In most strategy games, especially the strategic-level games like Rome – Total War and Civilization III, the player, and the AI, must be not just a cunning general, but a savvy governor and even a banker. Like the player, the AI absolutely must be able look not only to crushing the player and other AI’s on the battlefield, but look to its defenses and play with an eye to investing in future development and expansion, so that it is not defeated by a more synergistic player or even AI. Creating an AI that is able to achieve this is difficult, as it introduces a huge number of highly subjective variables that must be calculated and considered beyond the typical “Unit A defeats Unit B, but is weak against Unit C” calculations.

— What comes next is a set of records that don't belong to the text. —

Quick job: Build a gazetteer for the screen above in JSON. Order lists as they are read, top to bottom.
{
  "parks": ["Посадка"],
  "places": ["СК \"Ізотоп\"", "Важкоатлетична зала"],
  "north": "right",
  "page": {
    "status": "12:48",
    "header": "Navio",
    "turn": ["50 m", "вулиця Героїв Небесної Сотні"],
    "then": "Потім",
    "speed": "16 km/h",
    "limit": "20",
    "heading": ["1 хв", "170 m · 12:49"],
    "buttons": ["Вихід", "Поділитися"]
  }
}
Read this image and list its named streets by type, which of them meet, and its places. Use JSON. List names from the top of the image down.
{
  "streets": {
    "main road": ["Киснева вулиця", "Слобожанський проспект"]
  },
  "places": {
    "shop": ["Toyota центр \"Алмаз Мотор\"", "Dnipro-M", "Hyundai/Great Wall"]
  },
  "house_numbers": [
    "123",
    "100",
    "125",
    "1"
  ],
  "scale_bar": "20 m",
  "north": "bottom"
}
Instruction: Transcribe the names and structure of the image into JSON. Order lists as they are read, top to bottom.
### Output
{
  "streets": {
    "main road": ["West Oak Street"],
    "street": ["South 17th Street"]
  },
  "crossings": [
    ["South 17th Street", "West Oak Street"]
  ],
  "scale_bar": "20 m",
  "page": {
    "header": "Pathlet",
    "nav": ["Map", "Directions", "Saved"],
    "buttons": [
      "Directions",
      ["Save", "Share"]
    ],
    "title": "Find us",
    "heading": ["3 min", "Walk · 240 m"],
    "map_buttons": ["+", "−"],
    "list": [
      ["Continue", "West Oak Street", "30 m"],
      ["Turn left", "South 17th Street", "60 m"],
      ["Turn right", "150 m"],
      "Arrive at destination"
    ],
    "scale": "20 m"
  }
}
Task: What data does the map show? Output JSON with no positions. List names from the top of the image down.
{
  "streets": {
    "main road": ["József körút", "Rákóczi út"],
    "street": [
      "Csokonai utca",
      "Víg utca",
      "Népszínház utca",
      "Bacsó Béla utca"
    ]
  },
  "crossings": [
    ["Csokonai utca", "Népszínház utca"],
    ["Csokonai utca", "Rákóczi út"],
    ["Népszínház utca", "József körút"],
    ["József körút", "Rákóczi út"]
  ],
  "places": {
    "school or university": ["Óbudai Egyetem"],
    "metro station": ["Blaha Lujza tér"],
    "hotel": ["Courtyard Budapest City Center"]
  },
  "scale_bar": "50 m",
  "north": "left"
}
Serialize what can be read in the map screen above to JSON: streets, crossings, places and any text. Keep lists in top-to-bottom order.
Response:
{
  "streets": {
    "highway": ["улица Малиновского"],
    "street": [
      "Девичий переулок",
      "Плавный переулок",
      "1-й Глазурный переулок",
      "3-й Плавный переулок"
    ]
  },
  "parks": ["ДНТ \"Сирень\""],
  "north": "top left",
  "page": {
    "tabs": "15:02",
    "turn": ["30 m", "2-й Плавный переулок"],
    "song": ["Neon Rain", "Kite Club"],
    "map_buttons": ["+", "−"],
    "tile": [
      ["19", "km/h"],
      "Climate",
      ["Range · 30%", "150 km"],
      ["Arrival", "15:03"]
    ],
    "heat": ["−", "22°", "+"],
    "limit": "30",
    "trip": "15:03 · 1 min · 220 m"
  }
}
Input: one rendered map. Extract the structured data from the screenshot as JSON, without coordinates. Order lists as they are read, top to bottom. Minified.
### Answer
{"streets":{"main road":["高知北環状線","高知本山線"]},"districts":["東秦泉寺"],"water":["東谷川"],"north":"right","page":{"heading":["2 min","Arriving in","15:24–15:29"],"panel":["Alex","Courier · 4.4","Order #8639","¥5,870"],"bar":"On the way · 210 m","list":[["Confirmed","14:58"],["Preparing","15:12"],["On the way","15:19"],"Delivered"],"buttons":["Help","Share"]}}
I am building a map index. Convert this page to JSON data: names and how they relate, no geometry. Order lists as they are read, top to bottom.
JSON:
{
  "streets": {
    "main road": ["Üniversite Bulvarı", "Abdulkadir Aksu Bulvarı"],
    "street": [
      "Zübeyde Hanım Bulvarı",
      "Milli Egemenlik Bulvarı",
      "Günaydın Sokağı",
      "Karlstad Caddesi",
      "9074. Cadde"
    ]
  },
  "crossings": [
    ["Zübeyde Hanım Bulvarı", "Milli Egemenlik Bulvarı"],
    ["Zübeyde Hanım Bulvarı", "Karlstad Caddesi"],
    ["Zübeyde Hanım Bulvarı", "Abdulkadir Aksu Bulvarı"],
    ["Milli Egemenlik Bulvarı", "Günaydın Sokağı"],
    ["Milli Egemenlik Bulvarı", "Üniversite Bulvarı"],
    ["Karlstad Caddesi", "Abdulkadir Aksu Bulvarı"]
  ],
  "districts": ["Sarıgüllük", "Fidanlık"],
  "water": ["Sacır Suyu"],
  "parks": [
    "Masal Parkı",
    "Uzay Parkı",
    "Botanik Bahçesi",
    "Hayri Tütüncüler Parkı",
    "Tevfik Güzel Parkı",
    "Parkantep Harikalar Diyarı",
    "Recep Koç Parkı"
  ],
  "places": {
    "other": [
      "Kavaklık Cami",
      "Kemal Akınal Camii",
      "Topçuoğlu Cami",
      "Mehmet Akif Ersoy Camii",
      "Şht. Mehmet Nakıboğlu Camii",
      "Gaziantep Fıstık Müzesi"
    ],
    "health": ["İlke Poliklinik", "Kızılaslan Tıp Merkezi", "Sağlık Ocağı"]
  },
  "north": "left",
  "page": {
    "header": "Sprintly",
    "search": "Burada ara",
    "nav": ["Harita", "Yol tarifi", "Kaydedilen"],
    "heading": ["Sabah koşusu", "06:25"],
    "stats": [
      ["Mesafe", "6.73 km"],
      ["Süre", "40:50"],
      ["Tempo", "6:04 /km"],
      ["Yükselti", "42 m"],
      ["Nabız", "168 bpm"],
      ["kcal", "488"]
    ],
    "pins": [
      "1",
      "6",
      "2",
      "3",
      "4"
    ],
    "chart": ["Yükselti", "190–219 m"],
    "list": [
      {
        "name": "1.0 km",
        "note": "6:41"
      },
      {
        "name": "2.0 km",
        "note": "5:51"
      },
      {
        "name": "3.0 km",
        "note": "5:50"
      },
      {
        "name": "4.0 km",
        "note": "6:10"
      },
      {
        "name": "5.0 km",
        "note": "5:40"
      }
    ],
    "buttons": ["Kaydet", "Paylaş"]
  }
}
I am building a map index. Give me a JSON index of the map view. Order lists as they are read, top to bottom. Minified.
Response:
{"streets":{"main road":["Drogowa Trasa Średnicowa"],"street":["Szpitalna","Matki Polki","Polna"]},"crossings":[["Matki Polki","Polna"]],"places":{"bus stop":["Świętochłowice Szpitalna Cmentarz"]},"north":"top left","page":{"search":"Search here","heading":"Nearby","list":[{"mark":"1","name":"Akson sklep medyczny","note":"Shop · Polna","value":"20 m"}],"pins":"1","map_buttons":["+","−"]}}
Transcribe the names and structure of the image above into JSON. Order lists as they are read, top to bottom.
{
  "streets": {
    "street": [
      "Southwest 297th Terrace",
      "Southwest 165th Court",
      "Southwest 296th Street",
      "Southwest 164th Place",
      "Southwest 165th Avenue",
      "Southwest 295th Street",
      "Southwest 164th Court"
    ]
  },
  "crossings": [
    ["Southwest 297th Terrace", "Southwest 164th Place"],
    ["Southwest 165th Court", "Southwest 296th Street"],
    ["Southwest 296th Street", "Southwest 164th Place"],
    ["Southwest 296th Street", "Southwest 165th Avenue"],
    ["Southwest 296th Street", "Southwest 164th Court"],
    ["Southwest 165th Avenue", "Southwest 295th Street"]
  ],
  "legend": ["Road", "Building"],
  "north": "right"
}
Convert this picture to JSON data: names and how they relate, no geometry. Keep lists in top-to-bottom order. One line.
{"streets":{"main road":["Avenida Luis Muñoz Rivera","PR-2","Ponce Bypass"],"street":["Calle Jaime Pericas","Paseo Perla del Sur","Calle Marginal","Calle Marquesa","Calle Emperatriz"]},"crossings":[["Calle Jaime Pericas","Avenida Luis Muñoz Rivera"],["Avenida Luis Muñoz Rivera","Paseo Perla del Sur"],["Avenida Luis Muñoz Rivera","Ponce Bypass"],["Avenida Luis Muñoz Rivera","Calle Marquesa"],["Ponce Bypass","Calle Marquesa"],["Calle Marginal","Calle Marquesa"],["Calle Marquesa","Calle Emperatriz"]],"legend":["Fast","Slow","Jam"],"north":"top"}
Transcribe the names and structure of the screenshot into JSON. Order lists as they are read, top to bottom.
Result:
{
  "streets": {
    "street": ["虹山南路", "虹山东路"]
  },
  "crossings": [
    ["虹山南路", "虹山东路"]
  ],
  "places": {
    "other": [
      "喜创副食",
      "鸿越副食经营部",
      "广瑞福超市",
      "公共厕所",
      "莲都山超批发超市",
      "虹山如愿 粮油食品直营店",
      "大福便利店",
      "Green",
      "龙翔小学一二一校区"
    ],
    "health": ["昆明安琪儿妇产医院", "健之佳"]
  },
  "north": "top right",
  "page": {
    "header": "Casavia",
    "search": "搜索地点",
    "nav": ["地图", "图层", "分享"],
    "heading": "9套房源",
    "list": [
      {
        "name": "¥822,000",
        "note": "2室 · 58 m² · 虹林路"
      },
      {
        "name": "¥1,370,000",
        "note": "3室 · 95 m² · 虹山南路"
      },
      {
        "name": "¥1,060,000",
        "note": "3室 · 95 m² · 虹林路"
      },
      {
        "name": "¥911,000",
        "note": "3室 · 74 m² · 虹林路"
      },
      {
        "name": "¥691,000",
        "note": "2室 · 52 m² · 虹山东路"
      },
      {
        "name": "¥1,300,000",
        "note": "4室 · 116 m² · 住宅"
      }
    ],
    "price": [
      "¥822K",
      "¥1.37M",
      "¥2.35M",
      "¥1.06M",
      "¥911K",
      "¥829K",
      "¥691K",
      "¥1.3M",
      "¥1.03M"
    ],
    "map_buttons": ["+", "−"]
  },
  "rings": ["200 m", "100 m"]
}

While in large-scale games like Civilization III, this need is alleviated by the AI’s ability to spend time (and processor power) thinking about these variables in depth, it becomes much more difficult in games like StarCraft, Age of Empires or Empire Earth, where everything is in real-time and decisions must be made quickly and efficiently. Strangely, this truly critical area is where many strategy games fall apart. It is not an uncommon occurrence to encounter an AI, only to find it technologically retarded and the AI’s army so backward and underequipped as to be laughable, all because the AI was incapable of acting intelligently and with the future in mind.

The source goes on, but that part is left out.